WHAT IS NEEDED.
The complete set of records should be given again verbatim.

ENTRIES SHOWN Block Start

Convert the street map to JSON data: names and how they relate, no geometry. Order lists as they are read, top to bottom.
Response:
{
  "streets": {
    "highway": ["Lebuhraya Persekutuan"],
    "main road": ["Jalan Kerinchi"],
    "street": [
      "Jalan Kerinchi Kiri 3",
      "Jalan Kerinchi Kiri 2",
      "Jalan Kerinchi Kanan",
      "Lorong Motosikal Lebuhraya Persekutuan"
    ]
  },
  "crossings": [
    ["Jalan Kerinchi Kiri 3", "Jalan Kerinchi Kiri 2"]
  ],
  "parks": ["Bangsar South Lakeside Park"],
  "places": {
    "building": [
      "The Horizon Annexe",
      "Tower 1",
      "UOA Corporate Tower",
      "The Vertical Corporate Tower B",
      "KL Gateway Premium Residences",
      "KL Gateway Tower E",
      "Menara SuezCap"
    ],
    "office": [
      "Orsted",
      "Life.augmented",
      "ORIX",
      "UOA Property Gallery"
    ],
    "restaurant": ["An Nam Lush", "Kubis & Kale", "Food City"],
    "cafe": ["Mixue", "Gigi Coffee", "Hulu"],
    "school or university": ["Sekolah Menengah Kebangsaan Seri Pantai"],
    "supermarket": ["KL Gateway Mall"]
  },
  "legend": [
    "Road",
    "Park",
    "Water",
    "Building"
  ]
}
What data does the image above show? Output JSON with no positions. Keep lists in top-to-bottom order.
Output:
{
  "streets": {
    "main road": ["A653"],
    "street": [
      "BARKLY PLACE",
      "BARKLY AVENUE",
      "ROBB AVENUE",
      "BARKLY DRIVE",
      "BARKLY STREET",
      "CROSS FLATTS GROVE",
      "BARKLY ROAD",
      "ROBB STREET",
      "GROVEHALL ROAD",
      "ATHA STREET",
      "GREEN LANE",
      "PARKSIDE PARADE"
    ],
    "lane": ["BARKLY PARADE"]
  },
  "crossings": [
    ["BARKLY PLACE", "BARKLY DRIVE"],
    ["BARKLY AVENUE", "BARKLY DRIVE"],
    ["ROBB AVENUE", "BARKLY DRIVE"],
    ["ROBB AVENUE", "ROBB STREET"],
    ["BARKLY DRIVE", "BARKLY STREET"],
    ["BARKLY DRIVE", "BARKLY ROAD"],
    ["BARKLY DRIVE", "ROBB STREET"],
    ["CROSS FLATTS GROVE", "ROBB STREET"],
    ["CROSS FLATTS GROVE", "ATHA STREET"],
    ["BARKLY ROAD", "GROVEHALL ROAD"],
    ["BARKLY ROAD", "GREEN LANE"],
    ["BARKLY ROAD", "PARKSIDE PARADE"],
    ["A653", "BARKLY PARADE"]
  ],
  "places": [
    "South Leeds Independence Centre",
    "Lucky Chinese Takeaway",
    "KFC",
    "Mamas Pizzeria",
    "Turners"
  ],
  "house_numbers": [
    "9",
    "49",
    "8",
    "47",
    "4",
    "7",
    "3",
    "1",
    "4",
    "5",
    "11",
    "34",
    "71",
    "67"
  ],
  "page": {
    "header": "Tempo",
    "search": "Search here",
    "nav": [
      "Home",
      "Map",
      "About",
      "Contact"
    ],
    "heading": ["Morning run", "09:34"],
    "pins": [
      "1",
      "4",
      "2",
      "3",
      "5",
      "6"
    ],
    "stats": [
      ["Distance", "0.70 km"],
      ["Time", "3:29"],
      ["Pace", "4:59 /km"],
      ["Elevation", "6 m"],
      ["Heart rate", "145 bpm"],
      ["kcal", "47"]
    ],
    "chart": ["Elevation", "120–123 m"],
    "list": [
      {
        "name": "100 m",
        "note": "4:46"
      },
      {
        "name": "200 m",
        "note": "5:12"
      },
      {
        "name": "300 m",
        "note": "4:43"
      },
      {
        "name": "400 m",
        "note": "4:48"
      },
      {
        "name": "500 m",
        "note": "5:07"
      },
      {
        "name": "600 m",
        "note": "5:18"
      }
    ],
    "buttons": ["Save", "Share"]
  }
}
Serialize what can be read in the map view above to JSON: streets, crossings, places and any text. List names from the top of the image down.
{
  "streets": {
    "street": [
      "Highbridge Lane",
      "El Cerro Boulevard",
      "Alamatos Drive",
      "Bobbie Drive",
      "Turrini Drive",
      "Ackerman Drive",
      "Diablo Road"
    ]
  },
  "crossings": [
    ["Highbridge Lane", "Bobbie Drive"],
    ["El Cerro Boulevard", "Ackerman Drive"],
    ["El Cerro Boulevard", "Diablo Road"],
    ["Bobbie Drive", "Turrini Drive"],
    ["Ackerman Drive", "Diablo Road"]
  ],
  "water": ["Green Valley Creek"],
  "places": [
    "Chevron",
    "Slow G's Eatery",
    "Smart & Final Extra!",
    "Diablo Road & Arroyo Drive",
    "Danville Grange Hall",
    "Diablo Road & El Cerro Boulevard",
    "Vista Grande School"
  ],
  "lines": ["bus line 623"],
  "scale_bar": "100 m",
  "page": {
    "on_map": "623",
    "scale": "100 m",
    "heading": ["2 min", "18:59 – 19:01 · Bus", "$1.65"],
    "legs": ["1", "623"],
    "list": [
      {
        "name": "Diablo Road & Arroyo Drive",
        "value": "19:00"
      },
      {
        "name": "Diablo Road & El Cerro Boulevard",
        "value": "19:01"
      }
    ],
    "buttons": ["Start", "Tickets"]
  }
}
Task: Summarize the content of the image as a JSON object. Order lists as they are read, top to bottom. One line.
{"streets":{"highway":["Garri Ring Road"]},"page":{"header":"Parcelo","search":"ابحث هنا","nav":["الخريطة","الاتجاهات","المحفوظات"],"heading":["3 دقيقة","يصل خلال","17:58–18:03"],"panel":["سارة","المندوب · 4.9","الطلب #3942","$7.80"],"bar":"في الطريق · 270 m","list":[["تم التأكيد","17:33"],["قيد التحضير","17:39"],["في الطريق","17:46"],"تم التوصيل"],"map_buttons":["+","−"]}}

ENTRIES SHOWN Block End

WRITTEN ANSWER.
Convert the street map to JSON data: names and how they relate, no geometry. Order lists as they are read, top to bottom.
Response:
{
  "streets": {
    "highway": ["Lebuhraya Persekutuan"],
    "main road": ["Jalan Kerinchi"],
    "street": [
      "Jalan Kerinchi Kiri 3",
      "Jalan Kerinchi Kiri 2",
      "Jalan Kerinchi Kanan",
      "Lorong Motosikal Lebuhraya Persekutuan"
    ]
  },
  "crossings": [
    ["Jalan Kerinchi Kiri 3", "Jalan Kerinchi Kiri 2"]
  ],
  "parks": ["Bangsar South Lakeside Park"],
  "places": {
    "building": [
      "The Horizon Annexe",
      "Tower 1",
      "UOA Corporate Tower",
      "The Vertical Corporate Tower B",
      "KL Gateway Premium Residences",
      "KL Gateway Tower E",
      "Menara SuezCap"
    ],
    "office": [
      "Orsted",
      "Life.augmented",
      "ORIX",
      "UOA Property Gallery"
    ],
    "restaurant": ["An Nam Lush", "Kubis & Kale", "Food City"],
    "cafe": ["Mixue", "Gigi Coffee", "Hulu"],
    "school or university": ["Sekolah Menengah Kebangsaan Seri Pantai"],
    "supermarket": ["KL Gateway Mall"]
  },
  "legend": [
    "Road",
    "Park",
    "Water",
    "Building"
  ]
}
What data does the image above show? Output JSON with no positions. Keep lists in top-to-bottom order.
Output:
{
  "streets": {
    "main road": ["A653"],
    "street": [
      "BARKLY PLACE",
      "BARKLY AVENUE",
      "ROBB AVENUE",
      "BARKLY DRIVE",
      "BARKLY STREET",
      "CROSS FLATTS GROVE",
      "BARKLY ROAD",
      "ROBB STREET",
      "GROVEHALL ROAD",
      "ATHA STREET",
      "GREEN LANE",
      "PARKSIDE PARADE"
    ],
    "lane": ["BARKLY PARADE"]
  },
  "crossings": [
    ["BARKLY PLACE", "BARKLY DRIVE"],
    ["BARKLY AVENUE", "BARKLY DRIVE"],
    ["ROBB AVENUE", "BARKLY DRIVE"],
    ["ROBB AVENUE", "ROBB STREET"],
    ["BARKLY DRIVE", "BARKLY STREET"],
    ["BARKLY DRIVE", "BARKLY ROAD"],
    ["BARKLY DRIVE", "ROBB STREET"],
    ["CROSS FLATTS GROVE", "ROBB STREET"],
    ["CROSS FLATTS GROVE", "ATHA STREET"],
    ["BARKLY ROAD", "GROVEHALL ROAD"],
    ["BARKLY ROAD", "GREEN LANE"],
    ["BARKLY ROAD", "PARKSIDE PARADE"],
    ["A653", "BARKLY PARADE"]
  ],
  "places": [
    "South Leeds Independence Centre",
    "Lucky Chinese Takeaway",
    "KFC",
    "Mamas Pizzeria",
    "Turners"
  ],
  "house_numbers": [
    "9",
    "49",
    "8",
    "47",
    "4",
    "7",
    "3",
    "1",
    "4",
    "5",
    "11",
    "34",
    "71",
    "67"
  ],
  "page": {
    "header": "Tempo",
    "search": "Search here",
    "nav": [
      "Home",
      "Map",
      "About",
      "Contact"
    ],
    "heading": ["Morning run", "09:34"],
    "pins": [
      "1",
      "4",
      "2",
      "3",
      "5",
      "6"
    ],
    "stats": [
      ["Distance", "0.70 km"],
      ["Time", "3:29"],
      ["Pace", "4:59 /km"],
      ["Elevation", "6 m"],
      ["Heart rate", "145 bpm"],
      ["kcal", "47"]
    ],
    "chart": ["Elevation", "120–123 m"],
    "list": [
      {
        "name": "100 m",
        "note": "4:46"
      },
      {
        "name": "200 m",
        "note": "5:12"
      },
      {
        "name": "300 m",
        "note": "4:43"
      },
      {
        "name": "400 m",
        "note": "4:48"
      },
      {
        "name": "500 m",
        "note": "5:07"
      },
      {
        "name": "600 m",
        "note": "5:18"
      }
    ],
    "buttons": ["Save", "Share"]
  }
}
Serialize what can be read in the map view above to JSON: streets, crossings, places and any text. List names from the top of the image down.
{
  "streets": {
    "street": [
      "Highbridge Lane",
      "El Cerro Boulevard",
      "Alamatos Drive",
      "Bobbie Drive",
      "Turrini Drive",
      "Ackerman Drive",
      "Diablo Road"
    ]
  },
  "crossings": [
    ["Highbridge Lane", "Bobbie Drive"],
    ["El Cerro Boulevard", "Ackerman Drive"],
    ["El Cerro Boulevard", "Diablo Road"],
    ["Bobbie Drive", "Turrini Drive"],
    ["Ackerman Drive", "Diablo Road"]
  ],
  "water": ["Green Valley Creek"],
  "places": [
    "Chevron",
    "Slow G's Eatery",
    "Smart & Final Extra!",
    "Diablo Road & Arroyo Drive",
    "Danville Grange Hall",
    "Diablo Road & El Cerro Boulevard",
    "Vista Grande School"
  ],
  "lines": ["bus line 623"],
  "scale_bar": "100 m",
  "page": {
    "on_map": "623",
    "scale": "100 m",
    "heading": ["2 min", "18:59 – 19:01 · Bus", "$1.65"],
    "legs": ["1", "623"],
    "list": [
      {
        "name": "Diablo Road & Arroyo Drive",
        "value": "19:00"
      },
      {
        "name": "Diablo Road & El Cerro Boulevard",
        "value": "19:01"
      }
    ],
    "buttons": ["Start", "Tickets"]
  }
}
Task: Summarize the content of the image as a JSON object. Order lists as they are read, top to bottom. One line.
{"streets":{"highway":["Garri Ring Road"]},"page":{"header":"Parcelo","search":"ابحث هنا","nav":["الخريطة","الاتجاهات","المحفوظات"],"heading":["3 دقيقة","يصل خلال","17:58–18:03"],"panel":["سارة","المندوب · 4.9","الطلب #3942","$7.80"],"bar":"في الطريق · 270 m","list":[["تم التأكيد","17:33"],["قيد التحضير","17:39"],["في الطريق","17:46"],"تم التوصيل"],"map_buttons":["+","−"]}}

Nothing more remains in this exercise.